◆ Task brief:
In the material below, identify each line bearing the word "Bont". Reproduce those lines.

*****

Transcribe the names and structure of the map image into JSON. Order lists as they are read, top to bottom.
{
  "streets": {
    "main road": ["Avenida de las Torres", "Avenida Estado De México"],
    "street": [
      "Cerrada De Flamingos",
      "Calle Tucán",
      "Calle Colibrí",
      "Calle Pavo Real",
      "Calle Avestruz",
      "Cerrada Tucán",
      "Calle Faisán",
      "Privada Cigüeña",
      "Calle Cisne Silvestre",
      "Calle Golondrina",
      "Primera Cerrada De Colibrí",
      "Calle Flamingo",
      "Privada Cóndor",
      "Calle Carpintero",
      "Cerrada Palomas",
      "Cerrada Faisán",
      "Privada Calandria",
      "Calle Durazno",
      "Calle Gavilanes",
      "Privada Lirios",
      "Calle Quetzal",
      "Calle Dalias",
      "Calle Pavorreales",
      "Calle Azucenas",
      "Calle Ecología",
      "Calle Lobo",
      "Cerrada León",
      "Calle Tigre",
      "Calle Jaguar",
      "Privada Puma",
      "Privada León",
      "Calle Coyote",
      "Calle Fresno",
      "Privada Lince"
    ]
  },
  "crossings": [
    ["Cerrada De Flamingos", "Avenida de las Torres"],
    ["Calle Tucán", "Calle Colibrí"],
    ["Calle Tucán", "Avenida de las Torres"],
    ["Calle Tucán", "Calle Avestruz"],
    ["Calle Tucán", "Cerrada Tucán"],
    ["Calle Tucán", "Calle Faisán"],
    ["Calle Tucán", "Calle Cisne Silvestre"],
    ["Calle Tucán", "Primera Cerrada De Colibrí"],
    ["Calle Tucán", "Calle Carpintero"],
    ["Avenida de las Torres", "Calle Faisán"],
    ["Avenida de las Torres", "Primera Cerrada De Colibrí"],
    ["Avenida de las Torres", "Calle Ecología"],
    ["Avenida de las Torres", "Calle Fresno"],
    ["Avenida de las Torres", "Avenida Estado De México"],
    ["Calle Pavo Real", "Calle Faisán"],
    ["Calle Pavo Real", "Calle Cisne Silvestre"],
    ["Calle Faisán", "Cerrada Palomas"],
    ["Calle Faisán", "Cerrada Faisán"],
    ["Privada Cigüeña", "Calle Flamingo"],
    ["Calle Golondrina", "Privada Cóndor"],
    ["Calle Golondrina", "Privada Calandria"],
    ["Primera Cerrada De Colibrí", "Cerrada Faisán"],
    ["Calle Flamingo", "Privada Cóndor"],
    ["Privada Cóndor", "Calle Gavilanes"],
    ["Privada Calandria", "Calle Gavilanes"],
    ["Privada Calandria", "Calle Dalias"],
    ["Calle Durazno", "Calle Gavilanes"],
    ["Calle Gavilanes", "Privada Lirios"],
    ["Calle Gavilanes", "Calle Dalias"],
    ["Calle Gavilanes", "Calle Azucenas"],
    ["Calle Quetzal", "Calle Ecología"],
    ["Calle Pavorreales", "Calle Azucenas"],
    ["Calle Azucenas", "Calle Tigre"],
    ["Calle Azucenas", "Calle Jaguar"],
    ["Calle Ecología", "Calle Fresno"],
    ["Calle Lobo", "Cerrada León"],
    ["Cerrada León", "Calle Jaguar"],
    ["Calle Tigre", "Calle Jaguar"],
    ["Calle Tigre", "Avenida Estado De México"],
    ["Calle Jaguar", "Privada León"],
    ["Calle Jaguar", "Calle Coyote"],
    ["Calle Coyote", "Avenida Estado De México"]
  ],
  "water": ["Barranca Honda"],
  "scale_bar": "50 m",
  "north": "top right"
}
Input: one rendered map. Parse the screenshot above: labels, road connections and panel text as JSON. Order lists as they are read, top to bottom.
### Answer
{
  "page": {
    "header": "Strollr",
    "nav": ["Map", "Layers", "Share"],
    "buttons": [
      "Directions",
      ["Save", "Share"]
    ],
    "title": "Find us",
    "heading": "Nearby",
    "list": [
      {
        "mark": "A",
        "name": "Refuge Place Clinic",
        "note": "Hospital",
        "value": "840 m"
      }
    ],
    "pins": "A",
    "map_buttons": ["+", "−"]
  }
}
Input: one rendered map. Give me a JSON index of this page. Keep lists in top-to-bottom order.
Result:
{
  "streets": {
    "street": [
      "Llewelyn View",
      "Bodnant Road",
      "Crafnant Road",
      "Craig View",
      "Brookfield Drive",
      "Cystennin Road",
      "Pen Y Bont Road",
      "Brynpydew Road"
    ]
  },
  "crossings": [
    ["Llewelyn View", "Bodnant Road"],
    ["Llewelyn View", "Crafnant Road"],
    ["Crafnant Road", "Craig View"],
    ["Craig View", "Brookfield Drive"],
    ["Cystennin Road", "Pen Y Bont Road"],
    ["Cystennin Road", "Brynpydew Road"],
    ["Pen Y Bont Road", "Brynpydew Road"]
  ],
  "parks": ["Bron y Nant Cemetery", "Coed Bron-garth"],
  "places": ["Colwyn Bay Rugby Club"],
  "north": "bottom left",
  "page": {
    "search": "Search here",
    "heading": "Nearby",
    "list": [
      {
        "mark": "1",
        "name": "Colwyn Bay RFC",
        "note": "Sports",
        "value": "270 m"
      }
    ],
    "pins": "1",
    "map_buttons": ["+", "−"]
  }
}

*****

◆ Answer to the exercise:
      "Pen Y Bont Road",
    ["Cystennin Road", "Pen Y Bont Road"],
    ["Pen Y Bont Road", "Brynpydew Road"]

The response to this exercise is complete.